Promethues回炉（1）

Prometheus 简介

Prometheus 简介

演变

Prometheus受启发于Google的Brogmon监控系统（相似的Kubernetes是从Google的Brog系统演变而来），从2012年开始由前Google工程师在Soundcloud以开源软件的形式进行研发，并且于2015年早期对外发布早期版本。2016年5月继Kubernetes之后成为第二个正式加入CNCF基金会的项目，同年6月正式发布1.0版本。2017年底发布了基于全新存储层的2.0版本，能更好地与容器平台、云平台配合。

优势

易于管理
- 核心模块二进制文件
- Pull模型架构
- 服务发现
监控服务的内部运行状态
强大的数据模型
- metrics
  - name
  - labels
  - value
- TSDB
查询语言PromQL
- 查询、聚合
- 分布
- 预测
- 过滤

Prometheus核心组件

Prometheus的基本架构：

Prometheus Server

Prometheus Server是Prometheus组件中的核心部分，负责实现对监控数据的获取，存储以及查询。

Prometheus Server可以通过静态配置管理监控目标，也可以配合使用Service Discovery的方式动态管理监控目标，并从这些监控目标中获取数据。其次Prometheus Server需要对采集到的监控数据进行存储，Prometheus Server本身就是一个时序数据库，将采集到的监控数据按照时间序列的方式存储在本地磁盘当中。最后Prometheus Server对外提供了自定义的PromQL语言，实现对数据的查询以及分析。

Prometheus Server内置的Express Browser UI，通过这个UI可以直接通过PromQL实现数据的查询以及可视化。

Prometheus Server的联邦集群能力可以使其从其他的Prometheus Server实例中获取数据，因此在大规模监控的情况下，可以通过联邦集群以及功能分区的方式对Prometheus Server进行扩展。

Exporters

Exporter将监控数据采集的端点通过HTTP服务的形式暴露给Prometheus Server，Prometheus Server通过访问该Exporter提供的Endpoint端点，即可获取到需要采集的监控数据。

AlertManager

在Prometheus Server中支持基于PromQL创建告警规则，如果满足PromQL定义的规则，则会产生一条告警，而告警的后续处理流程则由AlertManager进行管理。

PushGateway

由于Prometheus数据采集基于Pull模型进行设计，因此在网络环境的配置上必须要让Prometheus Server能够直接与Exporter进行通信。

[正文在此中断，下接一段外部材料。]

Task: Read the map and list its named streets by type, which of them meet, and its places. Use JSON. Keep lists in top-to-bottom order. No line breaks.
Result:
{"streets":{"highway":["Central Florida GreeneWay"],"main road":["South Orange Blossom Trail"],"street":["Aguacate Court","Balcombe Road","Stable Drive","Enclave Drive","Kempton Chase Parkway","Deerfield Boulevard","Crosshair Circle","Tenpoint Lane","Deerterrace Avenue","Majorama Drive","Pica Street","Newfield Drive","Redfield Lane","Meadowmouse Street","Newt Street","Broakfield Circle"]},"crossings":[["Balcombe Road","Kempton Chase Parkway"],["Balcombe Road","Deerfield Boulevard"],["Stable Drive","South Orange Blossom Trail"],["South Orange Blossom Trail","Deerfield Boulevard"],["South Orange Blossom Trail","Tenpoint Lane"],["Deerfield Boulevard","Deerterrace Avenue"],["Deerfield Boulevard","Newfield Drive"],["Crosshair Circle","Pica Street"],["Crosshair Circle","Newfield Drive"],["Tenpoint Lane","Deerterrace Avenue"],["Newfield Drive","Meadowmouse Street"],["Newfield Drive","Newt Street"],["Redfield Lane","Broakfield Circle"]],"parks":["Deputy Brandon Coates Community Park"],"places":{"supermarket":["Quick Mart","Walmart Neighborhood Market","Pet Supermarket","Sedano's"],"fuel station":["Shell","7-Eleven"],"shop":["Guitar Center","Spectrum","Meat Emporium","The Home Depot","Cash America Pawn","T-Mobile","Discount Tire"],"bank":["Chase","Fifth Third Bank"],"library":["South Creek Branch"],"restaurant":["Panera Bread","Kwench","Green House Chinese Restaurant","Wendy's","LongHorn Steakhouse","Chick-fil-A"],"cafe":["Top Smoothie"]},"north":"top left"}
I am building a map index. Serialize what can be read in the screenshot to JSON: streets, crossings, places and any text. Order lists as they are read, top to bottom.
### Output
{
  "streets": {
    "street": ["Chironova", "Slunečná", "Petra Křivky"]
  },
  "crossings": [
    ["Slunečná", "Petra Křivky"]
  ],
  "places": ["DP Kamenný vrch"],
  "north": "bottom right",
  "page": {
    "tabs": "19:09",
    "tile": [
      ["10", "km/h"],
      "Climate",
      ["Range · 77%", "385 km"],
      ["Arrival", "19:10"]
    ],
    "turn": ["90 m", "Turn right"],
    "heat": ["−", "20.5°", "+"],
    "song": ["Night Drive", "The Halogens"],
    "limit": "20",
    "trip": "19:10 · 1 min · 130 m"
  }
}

当这种网络需求无法直接满足时，就可以利用PushGateway来进行中转。可以通过PushGateway将内部网络的监控数据主动Push到Gateway当中。而Prometheus Server则可以采用同样Pull的方式从PushGateway中获取到监控数据。

简单实战

本节内容：

安装prometheus
- 二进制
- 容器方式
部署node exporter采集主机指标
简单的PromQl查询
对接grafana数据可视化

安装prometheus

prometheus 主要组件下载地址https://prometheus.io/download/

二进制

下载解压

wget https://github.com/prometheus/prometheus/releases/download/v2.20.0/prometheus-2.20.0.linux-amd64.tar.gz
tar xzvf prometheus-2.20.0.linux-amd64.tar.gz -C /opt/

prometheus默认配置文件prometheus.yml

# my global config
global:
  scrape_interval:     15s # Set the scrape interval to every 15 seconds. Default is every 1 minute.
  evaluation_interval: 15s # Evaluate rules every 15 seconds. The default is every 1 minute.
  # scrape_timeout is set to the global default (10s).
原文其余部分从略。